Kawasan Banyumas memiliki keterkaitan sejarah yang sangat kuat dengan kolonial Belanda. Sejak abad ke-19, kawasan ini mensuplai kurang lebih sepertiga dari penghasilan jajahan di antara daerah-daerah lain di nusantara. Penghasilan tersebut diperoleh dari gula tebu yang pabriknya banyak dibangun di wilayah Banyumas. Tercatat di daerah ini ada lima pabrik gula, yaitu di wilayah Klampok (Banjarnegara), Kalibagor, Purwokerto (selanjutnya dijadikan gedung Isola), Purbalingga dan Ajibarang. Selain itu daerah ini mensuplai berbagai rempah-rempah seperti cengkih dan pala. Keterkaitan sejarah seperti ini dapat dijadikan sebagai peluang menciptakan link atau jaringan kerja pariwisata dengan negara-negara Eropa.
Kedua, Banyumas memiliki berbagai macam potensi wisata yang dapat dikembangkan menjadi obyek-obyek wisata, baik bertaraf lokal, regional, nasional atau bahkan internasional. Landscape Kabupaten Banyumas yang berada di kaki gunung Slamet serta daerah aliran sungai (DAS) Serayu adalaha kekuatan tersendiri dalam pengembangan kepariwisataan di daerah ini. Namun lebih dari itu, ragam kebudayaan yang ada juga dapat menjadi atraksi dan daya tarik yang tidak kalah pentingnya dengan kekuatan wisata alam Banyumas. Kedua-duanya apabila digarap dengan profesional akan mewujudkan satu kawasan wisata terpadu yang mampu mengundang minat wisatawan nusantara maupun wisatawan mancanegara.
Ketiga, di Kabupaten Banyumas telah tersedia sarana wisata yang kian hari kian lengkap. Hingga tahun 2006 di daerah ini terdapat 11 jenis sarana wisata antara lain: (1) hotel dan villa, (2) hiburan umum, (3) Biro Perjalanan Wisata (BPW), (4) angkutan, (5) pramuwisata, (6) desa wisata, (7) homestay, (8) masyarakat sadar wisata, (9) restoran dan rumah makan, (10) cenderamata, dan (11) tanaman hias.

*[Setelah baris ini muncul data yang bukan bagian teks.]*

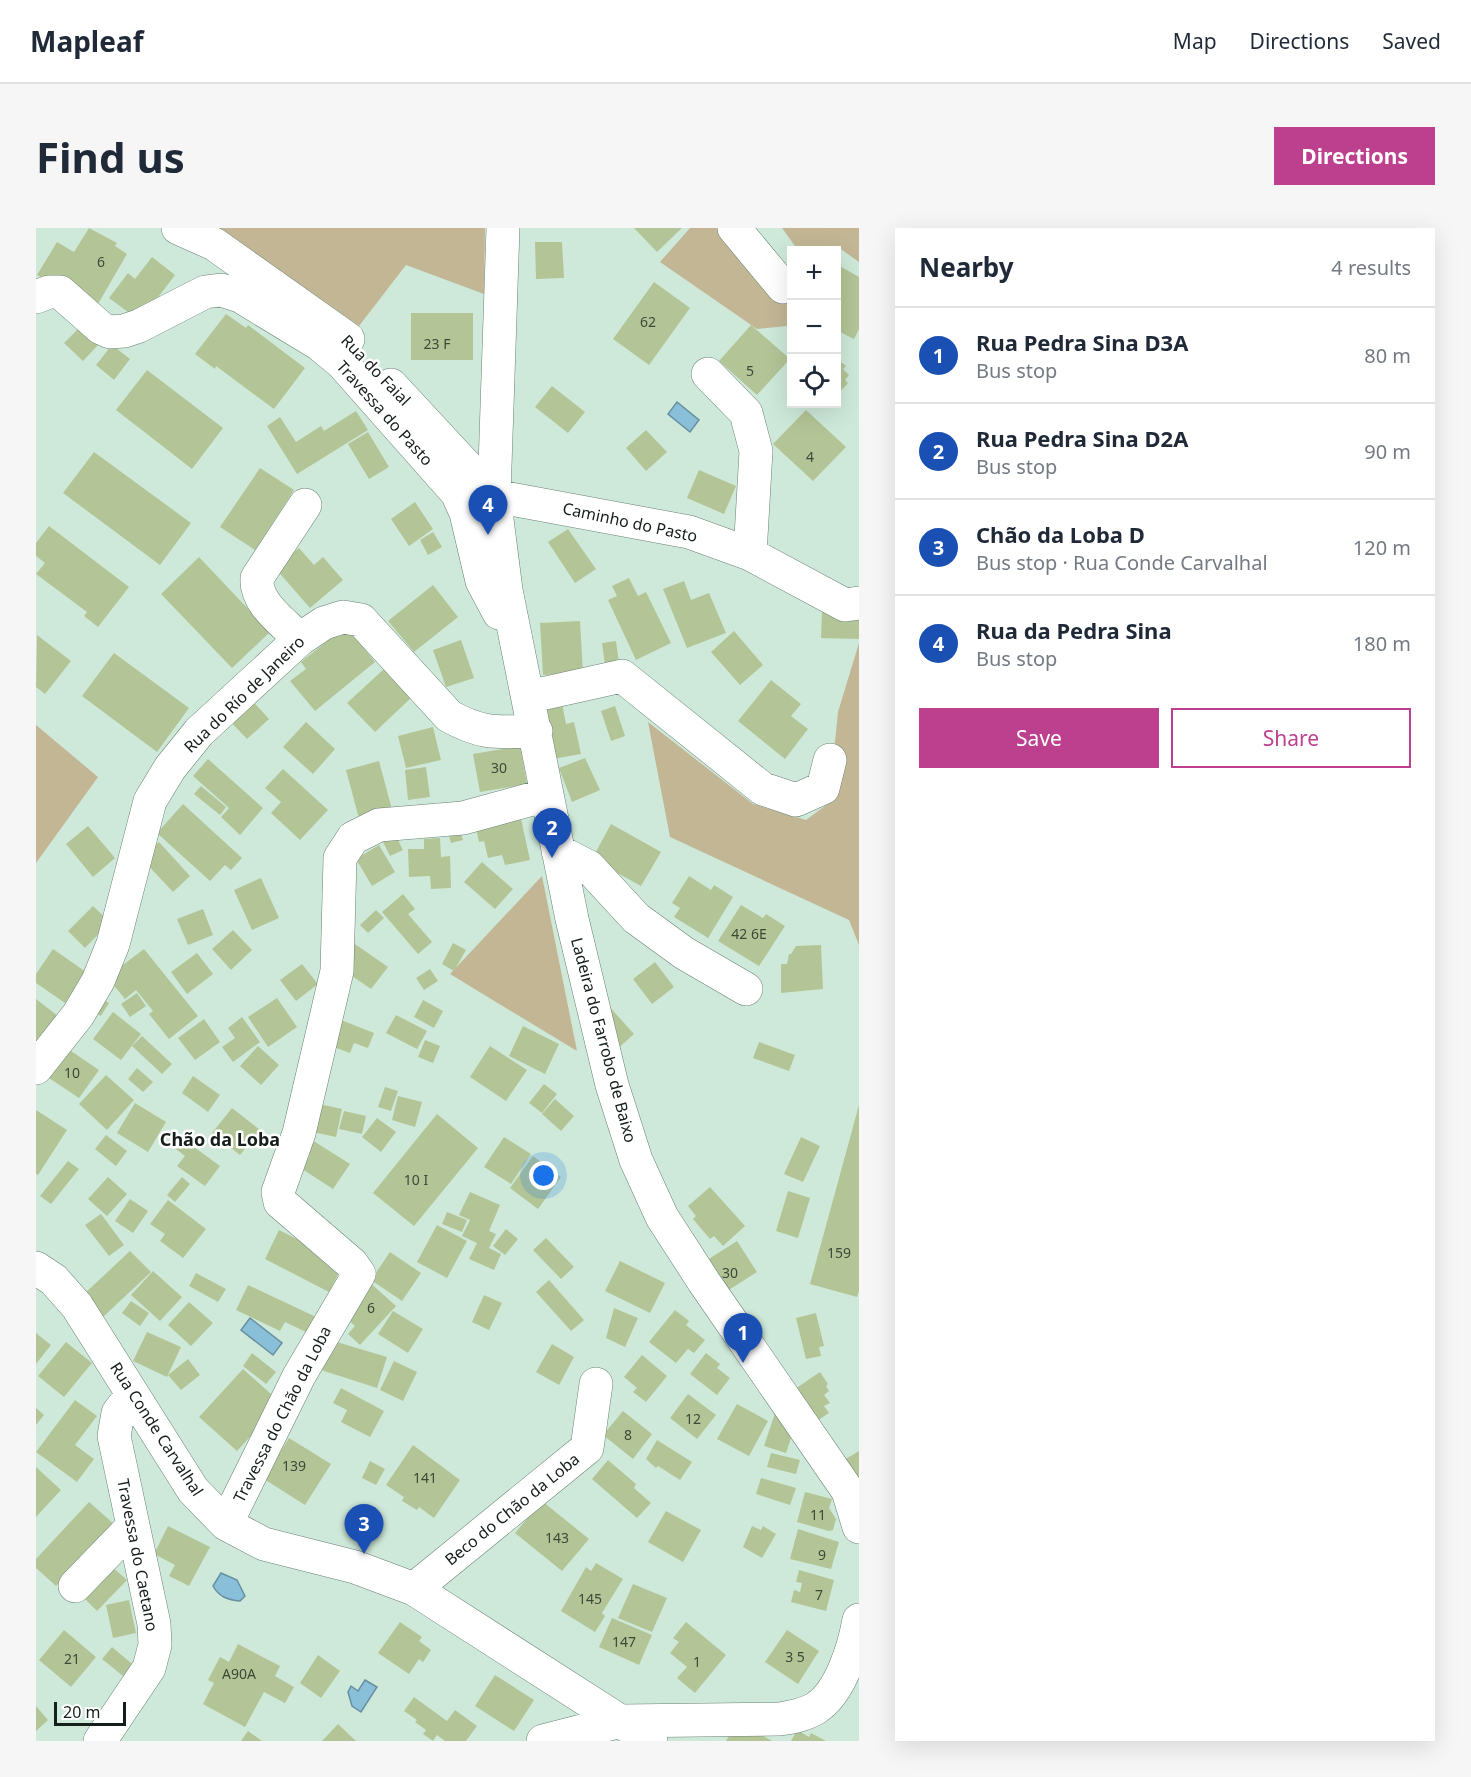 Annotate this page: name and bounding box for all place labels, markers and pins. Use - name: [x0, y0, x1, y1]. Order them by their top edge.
- pin: 4: [468, 486, 508, 535]
- pin: 2: [532, 808, 572, 858]
- pin: 1: [724, 1314, 762, 1363]
- pin: 3: [344, 1504, 384, 1554] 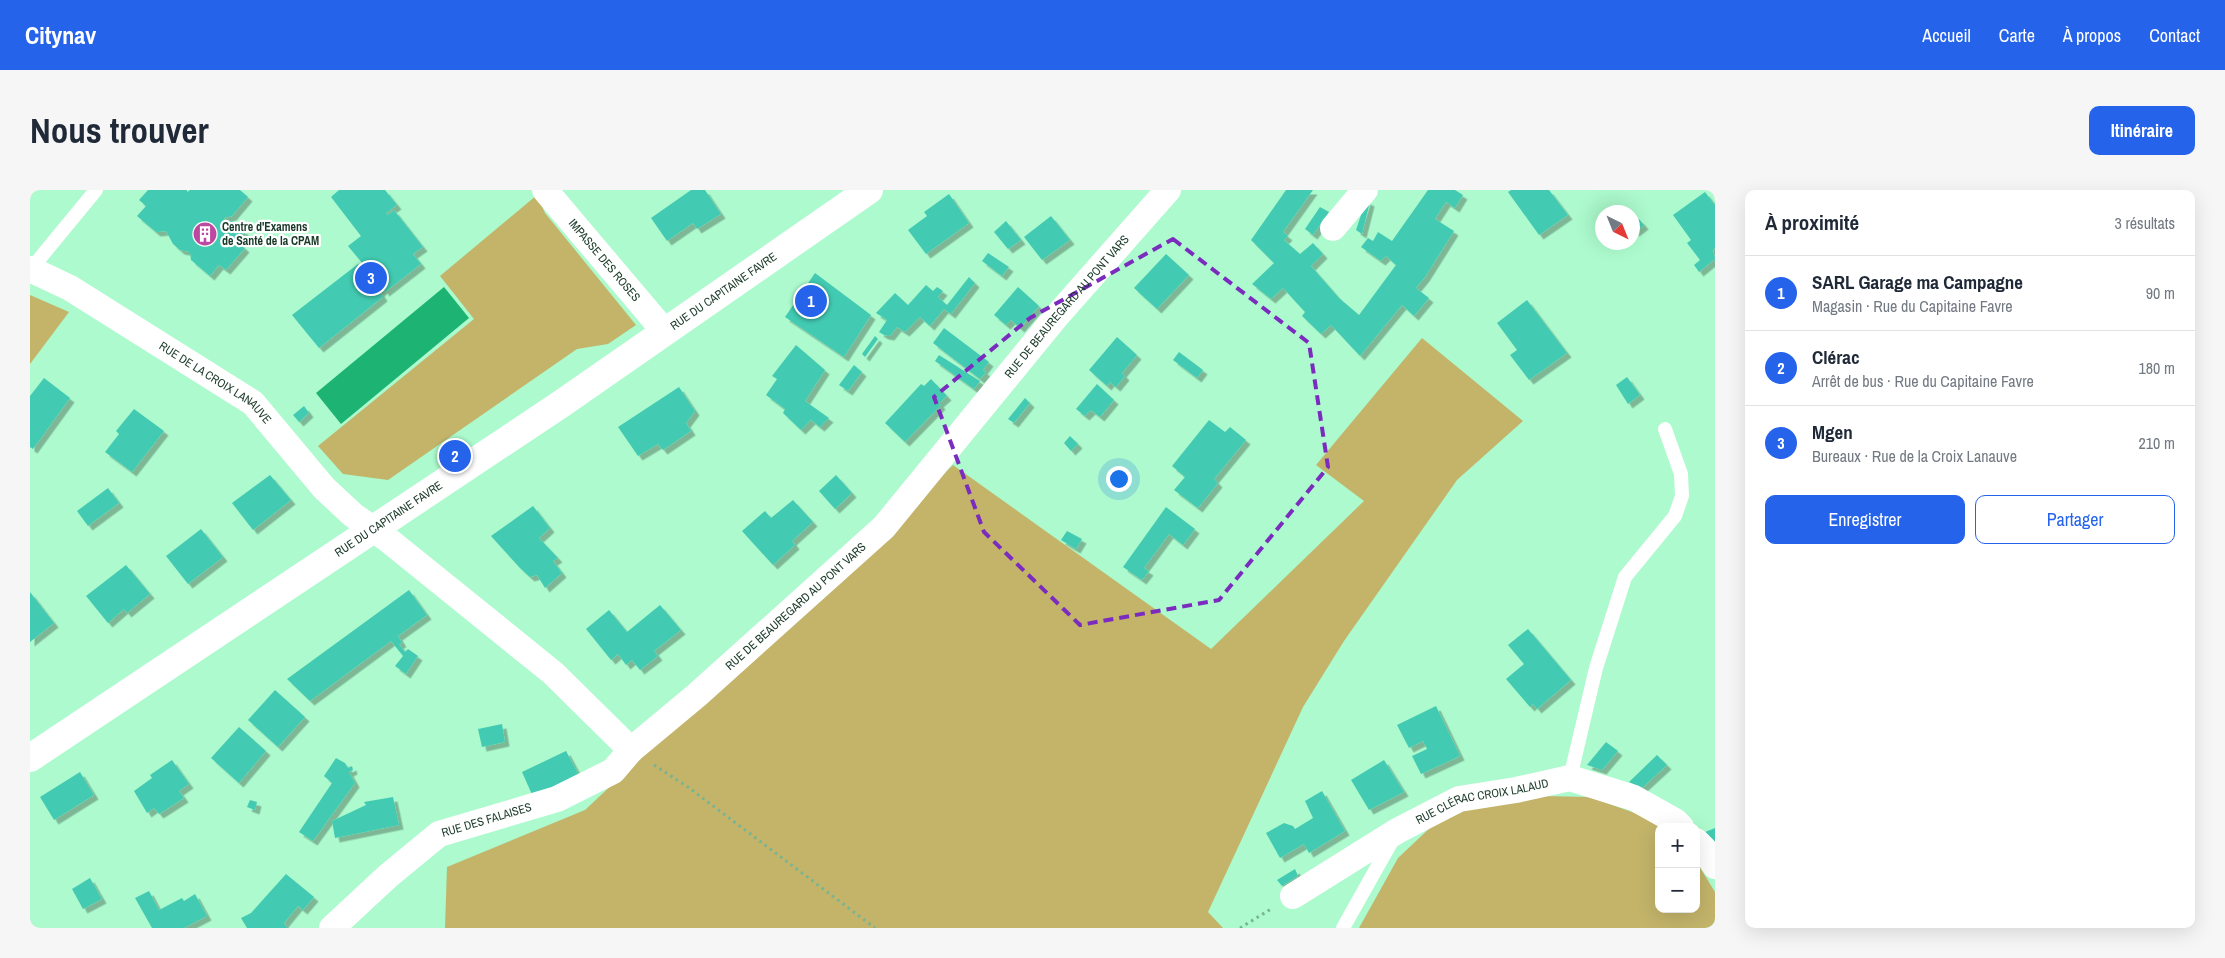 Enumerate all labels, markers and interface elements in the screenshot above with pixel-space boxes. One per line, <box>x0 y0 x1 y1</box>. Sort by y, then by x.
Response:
text: Citynav <box>25 19 96 51</box>
text: Accueil <box>1922 23 1971 48</box>
text: Carte <box>1999 23 2035 48</box>
text: À propos <box>2063 23 2121 48</box>
text: Contact <box>2149 23 2200 48</box>
button: Itinéraire <box>2089 106 2195 155</box>
text: Nous trouver <box>30 107 209 154</box>
north arrow <box>1595 205 1640 250</box>
text: À proximité <box>1765 208 1859 237</box>
text: 3 résultats <box>2114 212 2175 234</box>
street label: IMPASSE DES ROSES <box>565 216 644 305</box>
place label: Centre d'Examens de Santé de la CPAM <box>222 219 319 249</box>
building icon: Centre d'Examens de Santé de la CPAM <box>192 221 218 247</box>
street label: RUE DE BEAUREGARD AU PONT VARS <box>1001 231 1133 382</box>
street label: RUE DU CAPITAINE FAVRE <box>667 249 780 334</box>
pin: 3 <box>355 259 387 297</box>
text: SARL Garage ma Campagne <box>1812 269 2023 295</box>
pin: 1 <box>795 282 827 320</box>
text: 1 <box>1777 282 1785 304</box>
text: 90 m <box>2146 282 2175 304</box>
text: Magasin · Rue du Capitaine Favre <box>1812 295 2013 317</box>
street label: RUE DE LA CROIX LANAUVE <box>156 338 275 427</box>
text: Clérac <box>1812 344 1860 370</box>
text: 2 <box>1777 357 1785 379</box>
text: 180 m <box>2139 357 2175 379</box>
text: Arrêt de bus · Rue du Capitaine Favre <box>1812 370 2034 392</box>
text: Mgen <box>1812 419 1853 445</box>
text: 3 <box>1777 432 1785 454</box>
text: 210 m <box>2139 432 2175 454</box>
pin: 2 <box>439 437 471 475</box>
text: Bureaux · Rue de la Croix Lanauve <box>1812 445 2017 467</box>
your location <box>1106 466 1132 492</box>
street label: RUE DU CAPITAINE FAVRE <box>332 477 446 561</box>
button: Enregistrer <box>1765 495 1965 544</box>
button: Partager <box>1975 495 2175 544</box>
street label: RUE DE BEAUREGARD AU PONT VARS <box>722 539 870 674</box>
street label: RUE CLÉRAC CROIX LALAUD <box>1413 775 1550 828</box>
street label: RUE DES FALAISES <box>440 799 534 841</box>
map controls <box>1655 823 1700 913</box>
button: + <box>1655 823 1700 868</box>
button: − <box>1655 868 1700 913</box>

Dinas Pariwisata dan Kebudayaan Kabupaten Banyumas dalam upaya mencapai visi dan misinya telah menetapkan etos kerja yang dijadikan sebagai ruh atau spirit bagi pelaksanaan pengelolaan obyek-obyek wisata yang ada. Di dalam Rencana Strategis Dinas Pariwisata dan Kebudayaan Kabupaten Banyumas Tahun 2002-2006, etos kerja yang dijadikan sebagai pijakan pelaksanaan pencapaian visi dan misi antara lain: (a) memberikan pelayanan prima, (b) efektif dan efisien, (c) akuntabel, (d) bertanggung jawab, (e) terpercaya, dan (f) dari masyarakat untuk masyarakat. Dalam menyelenggarakan tugas dan fungsinya Dinas Pariwisata dan Kebudayaan Kabupaten Banyumas dipengaruhi oleh lingkungan strategis unit kerja berupa lingkungan internal dan eksternal unit kerja yang saling terkait erat dalam proses tertib administrasi kepariwisataan dan kebudayaan. Demi lancarnya pelaksanaan tugas dan fungsinya maka dipandang perlu untuk melakukan analisis lingkungan strategik unit kerja.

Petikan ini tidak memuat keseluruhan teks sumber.